Notes Flashcards Preview

HBS-Business Analytics > Notes > Flashcards

Flashcards in Notes Deck (56)
Loading flashcards...
1

One of the most useful and commonly used graphical representations of data is

A histogram.

2

What does a histogram display?

Frequency, or number, of data points (often called observations) that fall within specified bins.

3

What are the advantages of histograms?

Allow us to quickly discern trends or patterns in a data set and are easy to construct using programs such as Excel

4

Key concepts of a histogram

On the horizontal axis, are a series of single values, each of which represents a bin, or range of possible values.
On the vertical axis, is the frequency of the observations in each bin.
By convention, Excel includes in the range the number represented by the bin label.
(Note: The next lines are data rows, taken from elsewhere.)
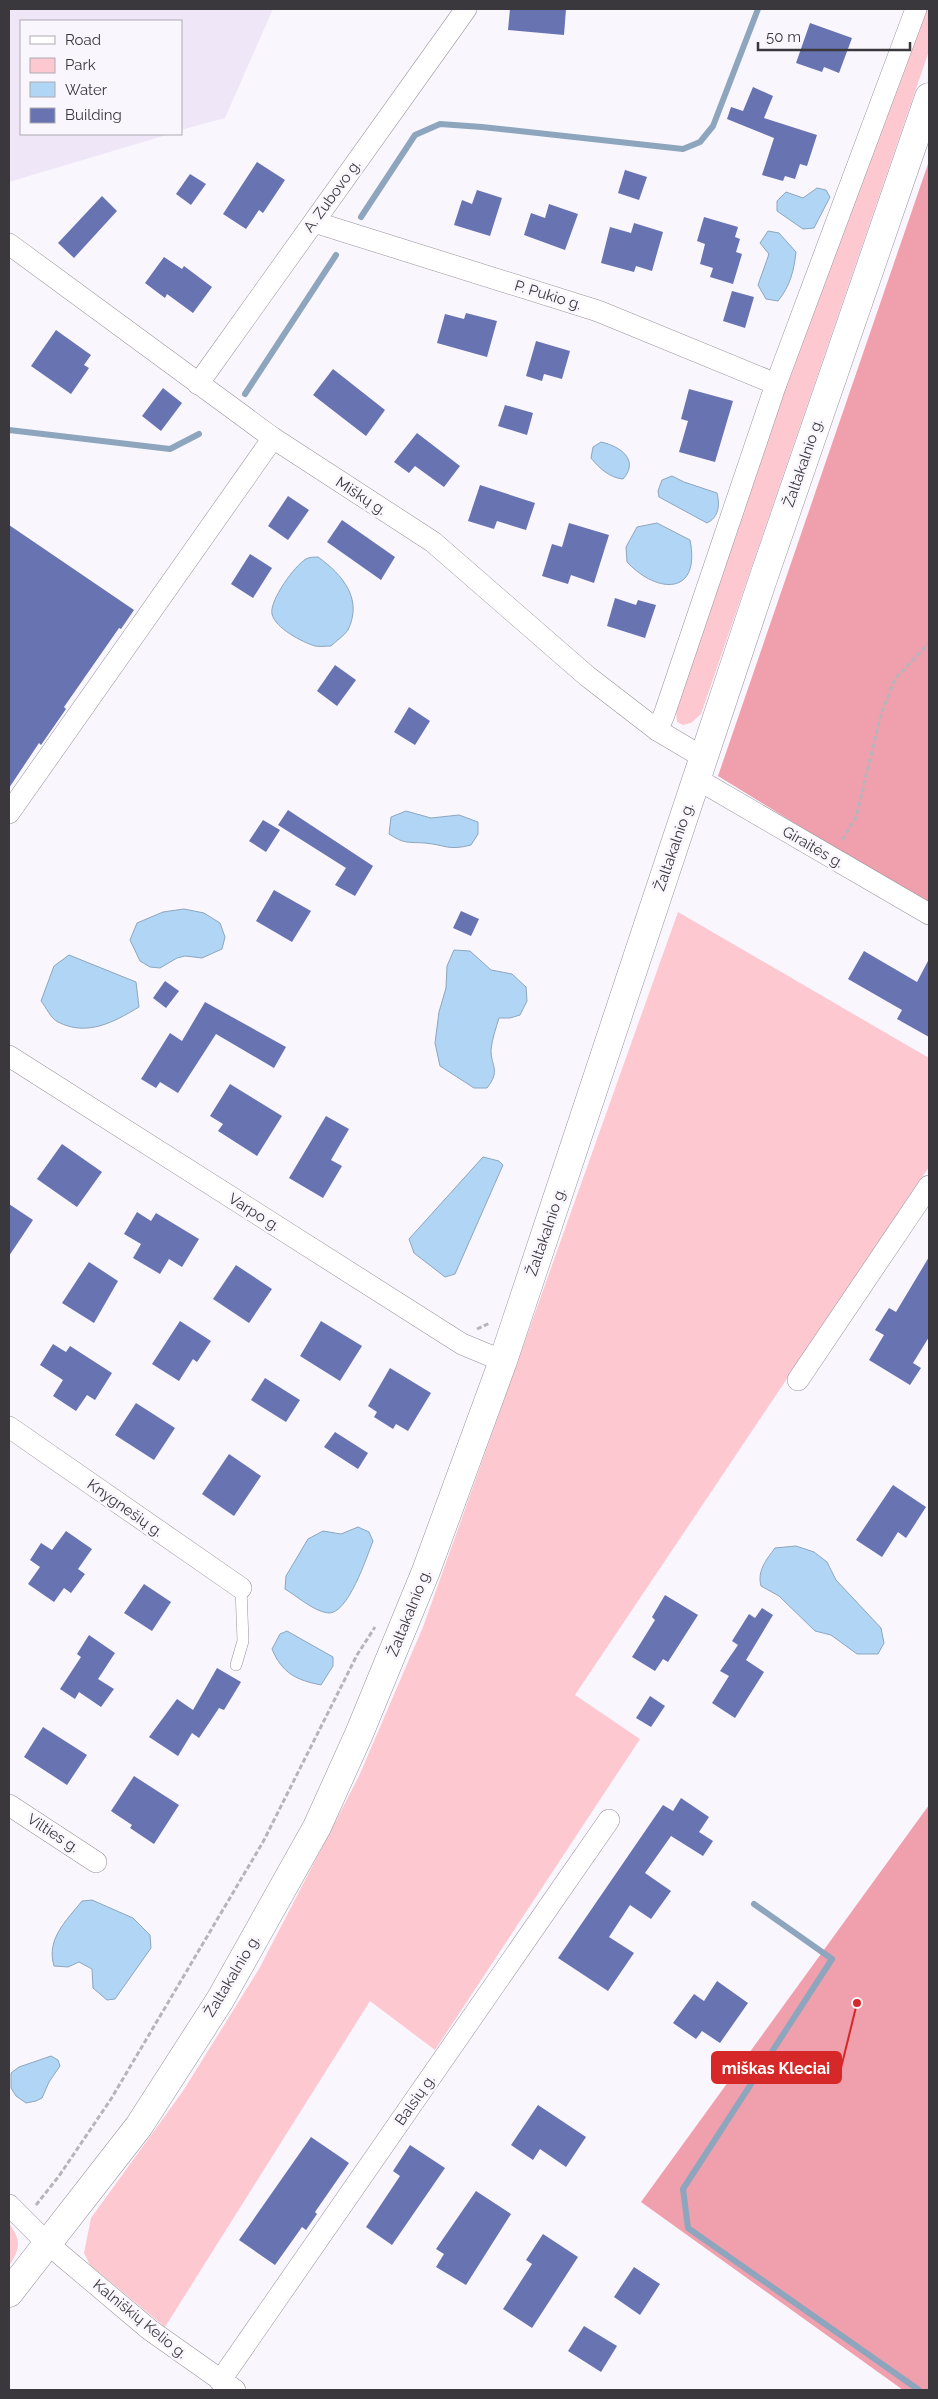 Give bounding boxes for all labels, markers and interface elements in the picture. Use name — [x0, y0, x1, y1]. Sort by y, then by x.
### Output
legend — [20, 20, 182, 135]
scale bar — [758, 20, 910, 52]
text: 50 m — [766, 28, 801, 46]
text: Road — [65, 31, 101, 49]
text: Park — [65, 56, 96, 74]
text: Water — [65, 81, 108, 99]
text: Building — [65, 106, 122, 124]
street label: A. Zubovo g. — [300, 156, 364, 236]
street label: P. Pukio g. — [512, 276, 584, 314]
street label: Žaltakalnio g. — [780, 417, 826, 509]
street label: Miškų g. — [332, 473, 390, 519]
street label: Žaltakalnio g. — [651, 801, 697, 893]
street label: Giraitės g. — [779, 822, 847, 872]
street label: Žaltakalnio g. — [523, 1186, 569, 1278]
street label: Varpo g. — [225, 1189, 283, 1235]
street label: Knygnešių g. — [84, 1475, 166, 1541]
street label: Žaltakalnio g. — [383, 1567, 435, 1659]
street label: Vilties g. — [24, 1810, 82, 1856]
street label: Žaltakalnio g. — [201, 1932, 263, 2020]
callout: miškas Kleciai — [712, 2052, 841, 2083]
text: miškas Kleciai — [722, 2059, 830, 2078]
street label: Balsių g. — [391, 2071, 439, 2129]
street label: Kalniškių Kelio g. — [90, 2276, 190, 2362]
For example, bin 1 includes all countries with oil consumption less than or equal to 1 million barrels per day (x<=1); bin 2 includes all countries with oil consumption greater than 1 but less than or equal to 2 million barrels per day (1

5

What impact do the bins have on that a histogram reveals about the underlying data?

Using larger bins simplifies our graph, but provides less detail about the distribution. Large bins can prevent us from seeing interesting trends in the data.
Very small bins can create graphs that show such low frequencies that it can also be difficult to discern patterns.

6

What does it mean that the histogram is skewed?

It means that the histogram has a tail that extends out to one side. The tail is the part of a graph that appears long or "flattens", and has bins with lower frequencies.

7

What does skewness measure?

The degree of asymmetry of a distribution.

8

Definition of "right-tailed" and "left-tailed"

If the right tail is longer, we say the distribution is skewed to the right or "right-tailed."
If the left tail is longer, we say the distribution is skewed to the left or "left-tailed."

9

Definition of outlier

Data points that fall far from the rest of the data.
Or
A data point is more than a specific distance below the lower quartile or above the upper quartile of a data set.
Or
A data point is less than Q1 - 1.5(IQR) or greater than Q3 + 1.5(IQR).

10

Why does outlier exist?

1. An unusual but valid data point
2. Data entry error
3. Outlier was collected in a different manner / at a different time than the rest of the data

11

Three approaches to deal with outliers

1. Leave it as is
2. Change it to a corrected value
3. Remove it from the data set (very rarely)

12

The lower quartile

Q1, the 25th percentile--by definition, 25% of all observations fall below Q1.

13

The upper quartile

Q3, the 75th percentile--by definition, 75% of all observations fall below Q3.

14

The interquartile range (IQR)

The distance between the upper and lower quartiles.
IQR = Q3 - Q1

15

The appropriate range

1.5(IQR) = 1.5(Q3-Q1)

16

What are graphs very useful for providing insight into?

A data set's patterns, trends and outliers.

17

Descriptive statistics (summary statistics)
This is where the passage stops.